- _EXERCISE DIRECTIONS_
Top to bottom, output the entries that follow exactly.

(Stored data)
————————

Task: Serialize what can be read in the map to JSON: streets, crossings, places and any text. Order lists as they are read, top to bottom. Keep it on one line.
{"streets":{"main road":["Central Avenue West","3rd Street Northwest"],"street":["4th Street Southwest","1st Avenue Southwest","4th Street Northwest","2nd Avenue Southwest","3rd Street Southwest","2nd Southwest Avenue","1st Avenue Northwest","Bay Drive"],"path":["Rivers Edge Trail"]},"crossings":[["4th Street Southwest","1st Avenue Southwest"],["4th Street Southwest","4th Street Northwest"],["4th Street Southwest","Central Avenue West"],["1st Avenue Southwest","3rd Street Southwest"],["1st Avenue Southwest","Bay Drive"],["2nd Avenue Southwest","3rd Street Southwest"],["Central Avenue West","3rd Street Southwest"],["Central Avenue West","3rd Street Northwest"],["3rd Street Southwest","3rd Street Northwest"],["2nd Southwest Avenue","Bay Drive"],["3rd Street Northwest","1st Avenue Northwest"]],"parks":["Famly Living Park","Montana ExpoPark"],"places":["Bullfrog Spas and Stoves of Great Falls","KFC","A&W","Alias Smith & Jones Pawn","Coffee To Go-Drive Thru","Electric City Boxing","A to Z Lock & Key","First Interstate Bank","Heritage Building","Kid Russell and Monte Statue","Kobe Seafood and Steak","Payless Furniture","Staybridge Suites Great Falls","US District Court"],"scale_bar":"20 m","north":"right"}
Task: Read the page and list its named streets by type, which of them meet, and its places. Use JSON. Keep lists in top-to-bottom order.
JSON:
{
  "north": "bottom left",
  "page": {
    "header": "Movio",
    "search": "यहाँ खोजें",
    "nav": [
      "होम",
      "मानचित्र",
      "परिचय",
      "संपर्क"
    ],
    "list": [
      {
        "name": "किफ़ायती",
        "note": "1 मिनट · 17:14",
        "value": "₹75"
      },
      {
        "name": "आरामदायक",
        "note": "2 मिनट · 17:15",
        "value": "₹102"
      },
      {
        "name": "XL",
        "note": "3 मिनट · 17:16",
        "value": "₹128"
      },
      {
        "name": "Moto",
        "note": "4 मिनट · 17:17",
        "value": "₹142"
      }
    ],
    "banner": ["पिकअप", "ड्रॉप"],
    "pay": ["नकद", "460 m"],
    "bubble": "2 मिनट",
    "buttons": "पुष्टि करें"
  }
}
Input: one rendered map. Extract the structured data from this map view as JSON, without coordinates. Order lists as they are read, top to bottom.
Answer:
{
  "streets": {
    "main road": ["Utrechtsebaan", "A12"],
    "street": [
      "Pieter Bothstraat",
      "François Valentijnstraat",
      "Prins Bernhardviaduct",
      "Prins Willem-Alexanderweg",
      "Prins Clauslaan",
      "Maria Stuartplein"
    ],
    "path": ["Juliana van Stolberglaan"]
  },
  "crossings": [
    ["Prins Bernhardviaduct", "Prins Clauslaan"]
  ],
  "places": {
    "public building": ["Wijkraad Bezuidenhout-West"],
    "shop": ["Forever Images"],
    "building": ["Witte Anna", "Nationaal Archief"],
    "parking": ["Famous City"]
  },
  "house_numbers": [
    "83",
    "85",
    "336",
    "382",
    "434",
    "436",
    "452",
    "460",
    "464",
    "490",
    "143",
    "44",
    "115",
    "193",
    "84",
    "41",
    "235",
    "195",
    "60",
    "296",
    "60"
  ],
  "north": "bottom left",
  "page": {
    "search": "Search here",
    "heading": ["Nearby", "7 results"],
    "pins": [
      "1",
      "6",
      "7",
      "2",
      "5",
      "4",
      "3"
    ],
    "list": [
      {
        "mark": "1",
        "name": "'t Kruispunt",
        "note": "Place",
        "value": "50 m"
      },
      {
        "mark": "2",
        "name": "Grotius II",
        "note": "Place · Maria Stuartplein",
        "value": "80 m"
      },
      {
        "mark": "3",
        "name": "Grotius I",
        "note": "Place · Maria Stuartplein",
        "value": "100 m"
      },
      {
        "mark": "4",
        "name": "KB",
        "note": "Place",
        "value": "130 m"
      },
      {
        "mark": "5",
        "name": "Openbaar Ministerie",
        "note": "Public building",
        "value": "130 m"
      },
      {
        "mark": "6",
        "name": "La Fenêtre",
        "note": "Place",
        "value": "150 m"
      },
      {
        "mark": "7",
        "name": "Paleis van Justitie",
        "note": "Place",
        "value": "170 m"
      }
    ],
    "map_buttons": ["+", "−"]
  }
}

————————

- _FINISHED EXERCISE_
Task: Serialize what can be read in the map to JSON: streets, crossings, places and any text. Order lists as they are read, top to bottom. Keep it on one line.
{"streets":{"main road":["Central Avenue West","3rd Street Northwest"],"street":["4th Street Southwest","1st Avenue Southwest","4th Street Northwest","2nd Avenue Southwest","3rd Street Southwest","2nd Southwest Avenue","1st Avenue Northwest","Bay Drive"],"path":["Rivers Edge Trail"]},"crossings":[["4th Street Southwest","1st Avenue Southwest"],["4th Street Southwest","4th Street Northwest"],["4th Street Southwest","Central Avenue West"],["1st Avenue Southwest","3rd Street Southwest"],["1st Avenue Southwest","Bay Drive"],["2nd Avenue Southwest","3rd Street Southwest"],["Central Avenue West","3rd Street Southwest"],["Central Avenue West","3rd Street Northwest"],["3rd Street Southwest","3rd Street Northwest"],["2nd Southwest Avenue","Bay Drive"],["3rd Street Northwest","1st Avenue Northwest"]],"parks":["Famly Living Park","Montana ExpoPark"],"places":["Bullfrog Spas and Stoves of Great Falls","KFC","A&W","Alias Smith & Jones Pawn","Coffee To Go-Drive Thru","Electric City Boxing","A to Z Lock & Key","First Interstate Bank","Heritage Building","Kid Russell and Monte Statue","Kobe Seafood and Steak","Payless Furniture","Staybridge Suites Great Falls","US District Court"],"scale_bar":"20 m","north":"right"}
Task: Read the page and list its named streets by type, which of them meet, and its places. Use JSON. Keep lists in top-to-bottom order.
JSON:
{
  "north": "bottom left",
  "page": {
    "header": "Movio",
    "search": "यहाँ खोजें",
    "nav": [
      "होम",
      "मानचित्र",
      "परिचय",
      "संपर्क"
    ],
    "list": [
      {
        "name": "किफ़ायती",
        "note": "1 मिनट · 17:14",
        "value": "₹75"
      },
      {
        "name": "आरामदायक",
        "note": "2 मिनट · 17:15",
        "value": "₹102"
      },
      {
        "name": "XL",
        "note": "3 मिनट · 17:16",
        "value": "₹128"
      },
      {
        "name": "Moto",
        "note": "4 मिनट · 17:17",
        "value": "₹142"
      }
    ],
    "banner": ["पिकअप", "ड्रॉप"],
    "pay": ["नकद", "460 m"],
    "bubble": "2 मिनट",
    "buttons": "पुष्टि करें"
  }
}
Input: one rendered map. Extract the structured data from this map view as JSON, without coordinates. Order lists as they are read, top to bottom.
Answer:
{
  "streets": {
    "main road": ["Utrechtsebaan", "A12"],
    "street": [
      "Pieter Bothstraat",
      "François Valentijnstraat",
      "Prins Bernhardviaduct",
      "Prins Willem-Alexanderweg",
      "Prins Clauslaan",
      "Maria Stuartplein"
    ],
    "path": ["Juliana van Stolberglaan"]
  },
  "crossings": [
    ["Prins Bernhardviaduct", "Prins Clauslaan"]
  ],
  "places": {
    "public building": ["Wijkraad Bezuidenhout-West"],
    "shop": ["Forever Images"],
    "building": ["Witte Anna", "Nationaal Archief"],
    "parking": ["Famous City"]
  },
  "house_numbers": [
    "83",
    "85",
    "336",
    "382",
    "434",
    "436",
    "452",
    "460",
    "464",
    "490",
    "143",
    "44",
    "115",
    "193",
    "84",
    "41",
    "235",
    "195",
    "60",
    "296",
    "60"
  ],
  "north": "bottom left",
  "page": {
    "search": "Search here",
    "heading": ["Nearby", "7 results"],
    "pins": [
      "1",
      "6",
      "7",
      "2",
      "5",
      "4",
      "3"
    ],
    "list": [
      {
        "mark": "1",
        "name": "'t Kruispunt",
        "note": "Place",
        "value": "50 m"
      },
      {
        "mark": "2",
        "name": "Grotius II",
        "note": "Place · Maria Stuartplein",
        "value": "80 m"
      },
      {
        "mark": "3",
        "name": "Grotius I",
        "note": "Place · Maria Stuartplein",
        "value": "100 m"
      },
      {
        "mark": "4",
        "name": "KB",
        "note": "Place",
        "value": "130 m"
      },
      {
        "mark": "5",
        "name": "Openbaar Ministerie",
        "note": "Public building",
        "value": "130 m"
      },
      {
        "mark": "6",
        "name": "La Fenêtre",
        "note": "Place",
        "value": "150 m"
      },
      {
        "mark": "7",
        "name": "Paleis van Justitie",
        "note": "Place",
        "value": "170 m"
      }
    ],
    "map_buttons": ["+", "−"]
  }
}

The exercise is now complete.